# TASK BRIEF
Print only the lines below, from the very first to the one containing "M 360,0 L 360,149", exactly as they stand. Do not print pictures.

[Collected data entries]
----------

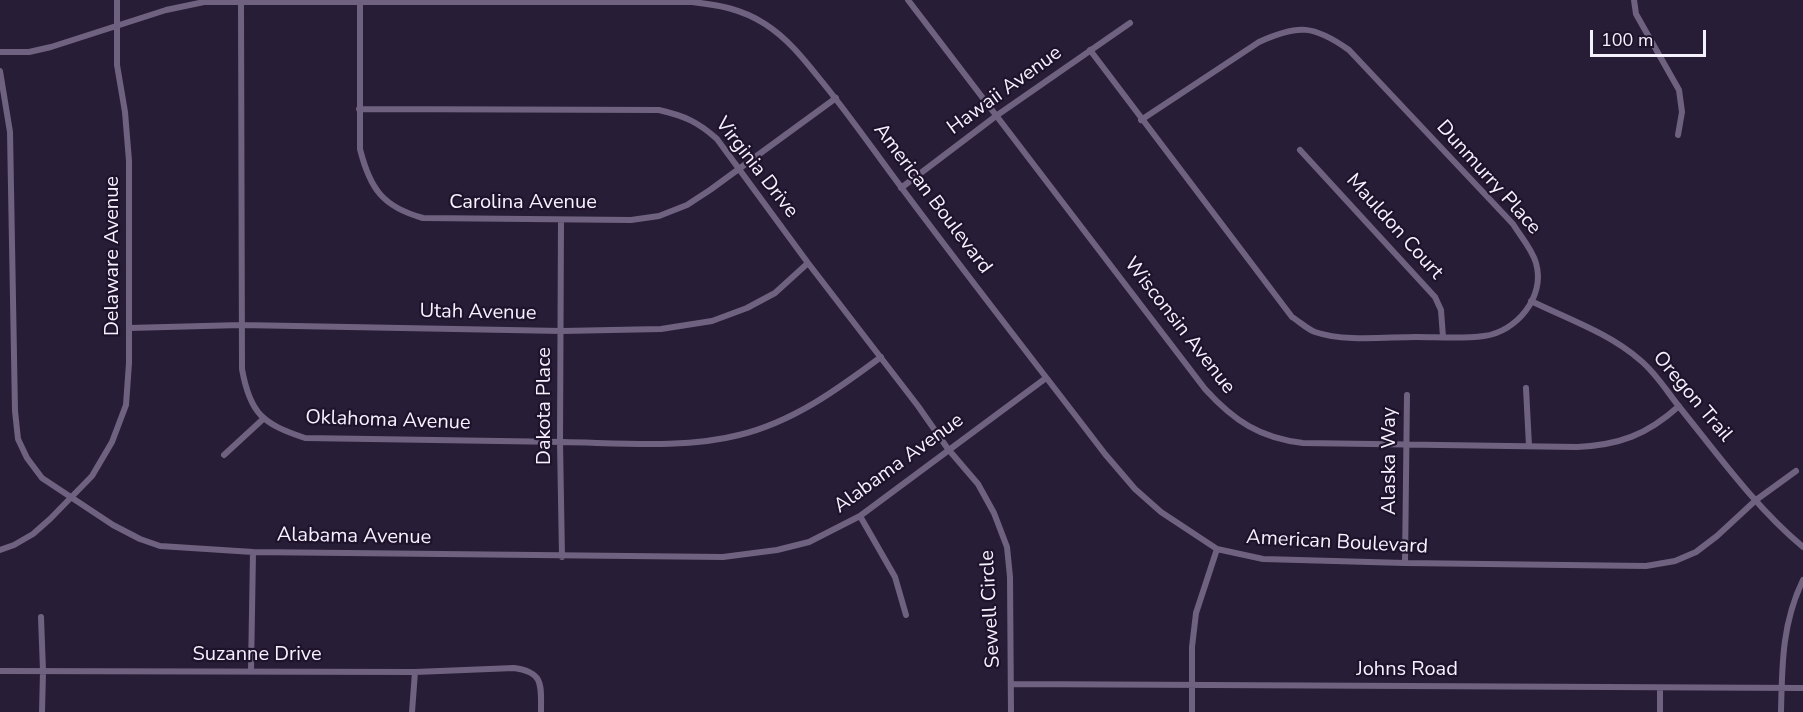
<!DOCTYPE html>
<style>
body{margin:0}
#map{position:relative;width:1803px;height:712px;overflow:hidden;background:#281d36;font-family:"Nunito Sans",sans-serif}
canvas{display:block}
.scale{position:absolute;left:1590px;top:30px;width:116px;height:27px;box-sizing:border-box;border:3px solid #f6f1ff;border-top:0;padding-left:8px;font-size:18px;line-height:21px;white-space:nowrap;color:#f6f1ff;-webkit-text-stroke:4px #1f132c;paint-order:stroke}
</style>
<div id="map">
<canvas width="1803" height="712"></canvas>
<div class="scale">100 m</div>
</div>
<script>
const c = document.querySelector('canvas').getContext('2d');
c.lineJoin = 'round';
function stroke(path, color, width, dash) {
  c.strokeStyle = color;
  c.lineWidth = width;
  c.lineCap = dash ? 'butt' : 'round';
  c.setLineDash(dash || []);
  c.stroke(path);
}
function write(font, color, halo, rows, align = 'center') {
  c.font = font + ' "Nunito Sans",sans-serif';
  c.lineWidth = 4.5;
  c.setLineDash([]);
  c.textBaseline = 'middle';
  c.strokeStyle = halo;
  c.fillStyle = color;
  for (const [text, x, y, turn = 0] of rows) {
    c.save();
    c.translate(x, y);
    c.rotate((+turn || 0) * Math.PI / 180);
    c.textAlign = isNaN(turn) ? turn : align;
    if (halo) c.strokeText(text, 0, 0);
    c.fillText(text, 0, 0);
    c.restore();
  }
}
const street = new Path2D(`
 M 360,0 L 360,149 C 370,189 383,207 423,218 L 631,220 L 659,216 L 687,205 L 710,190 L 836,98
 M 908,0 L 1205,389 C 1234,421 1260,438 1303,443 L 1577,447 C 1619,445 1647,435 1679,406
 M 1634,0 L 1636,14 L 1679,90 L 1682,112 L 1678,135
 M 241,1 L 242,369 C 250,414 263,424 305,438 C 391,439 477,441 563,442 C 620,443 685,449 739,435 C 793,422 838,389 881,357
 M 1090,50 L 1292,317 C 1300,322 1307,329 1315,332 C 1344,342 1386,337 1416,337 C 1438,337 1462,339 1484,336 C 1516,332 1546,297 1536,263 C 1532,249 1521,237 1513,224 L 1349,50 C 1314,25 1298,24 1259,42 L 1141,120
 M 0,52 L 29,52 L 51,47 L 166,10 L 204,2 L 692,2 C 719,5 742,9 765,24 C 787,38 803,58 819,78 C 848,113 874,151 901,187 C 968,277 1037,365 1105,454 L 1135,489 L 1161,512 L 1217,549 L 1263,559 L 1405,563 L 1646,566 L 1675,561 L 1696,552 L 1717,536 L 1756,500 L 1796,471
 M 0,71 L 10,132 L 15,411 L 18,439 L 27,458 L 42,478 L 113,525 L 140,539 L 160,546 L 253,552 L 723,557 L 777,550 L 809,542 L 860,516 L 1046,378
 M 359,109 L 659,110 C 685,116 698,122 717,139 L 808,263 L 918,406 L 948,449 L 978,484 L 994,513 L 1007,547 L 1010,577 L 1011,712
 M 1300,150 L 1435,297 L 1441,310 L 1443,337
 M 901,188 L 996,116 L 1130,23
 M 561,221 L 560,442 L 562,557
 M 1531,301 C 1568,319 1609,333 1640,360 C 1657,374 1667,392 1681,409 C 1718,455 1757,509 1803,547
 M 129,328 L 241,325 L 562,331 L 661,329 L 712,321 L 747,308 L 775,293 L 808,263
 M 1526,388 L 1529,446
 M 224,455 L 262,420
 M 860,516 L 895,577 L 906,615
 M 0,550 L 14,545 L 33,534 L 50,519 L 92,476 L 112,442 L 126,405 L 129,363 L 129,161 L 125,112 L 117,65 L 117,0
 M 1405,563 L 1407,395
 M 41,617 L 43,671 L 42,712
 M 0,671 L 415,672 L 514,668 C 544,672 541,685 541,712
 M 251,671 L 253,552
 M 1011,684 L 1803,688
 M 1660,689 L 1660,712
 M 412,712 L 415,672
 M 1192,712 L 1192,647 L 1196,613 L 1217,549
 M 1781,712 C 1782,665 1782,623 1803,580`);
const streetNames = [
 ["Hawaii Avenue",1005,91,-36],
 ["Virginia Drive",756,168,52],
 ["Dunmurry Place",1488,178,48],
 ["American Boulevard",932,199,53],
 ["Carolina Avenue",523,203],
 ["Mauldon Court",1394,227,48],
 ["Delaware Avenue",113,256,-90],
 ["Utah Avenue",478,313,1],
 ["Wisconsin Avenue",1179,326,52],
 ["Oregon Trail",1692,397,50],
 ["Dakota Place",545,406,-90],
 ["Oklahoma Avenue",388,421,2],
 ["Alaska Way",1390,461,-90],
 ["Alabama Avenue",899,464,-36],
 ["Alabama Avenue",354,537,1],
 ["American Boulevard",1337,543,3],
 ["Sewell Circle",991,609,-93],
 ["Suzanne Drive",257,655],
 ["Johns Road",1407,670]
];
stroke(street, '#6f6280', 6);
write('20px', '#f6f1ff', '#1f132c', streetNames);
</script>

----------

# SOLVED PROBLEM
<!DOCTYPE html>
<style>
body{margin:0}
#map{position:relative;width:1803px;height:712px;overflow:hidden;background:#281d36;font-family:"Nunito Sans",sans-serif}
canvas{display:block}
.scale{position:absolute;left:1590px;top:30px;width:116px;height:27px;box-sizing:border-box;border:3px solid #f6f1ff;border-top:0;padding-left:8px;font-size:18px;line-height:21px;white-space:nowrap;color:#f6f1ff;-webkit-text-stroke:4px #1f132c;paint-order:stroke}
</style>
<div id="map">
<canvas width="1803" height="712"></canvas>
<div class="scale">100 m</div>
</div>
<script>
const c = document.querySelector('canvas').getContext('2d');
c.lineJoin = 'round';
function stroke(path, color, width, dash) {
  c.strokeStyle = color;
  c.lineWidth = width;
  c.lineCap = dash ? 'butt' : 'round';
  c.setLineDash(dash || []);
  c.stroke(path);
}
function write(font, color, halo, rows, align = 'center') {
  c.font = font + ' "Nunito Sans",sans-serif';
  c.lineWidth = 4.5;
  c.setLineDash([]);
  c.textBaseline = 'middle';
  c.strokeStyle = halo;
  c.fillStyle = color;
  for (const [text, x, y, turn = 0] of rows) {
    c.save();
    c.translate(x, y);
    c.rotate((+turn || 0) * Math.PI / 180);
    c.textAlign = isNaN(turn) ? turn : align;
    if (halo) c.strokeText(text, 0, 0);
    c.fillText(text, 0, 0);
    c.restore();
  }
}
const street = new Path2D(`
 M 360,0 L 360,149 C 370,189 383,207 423,218 L 631,220 L 659,216 L 687,205 L 710,190 L 836,98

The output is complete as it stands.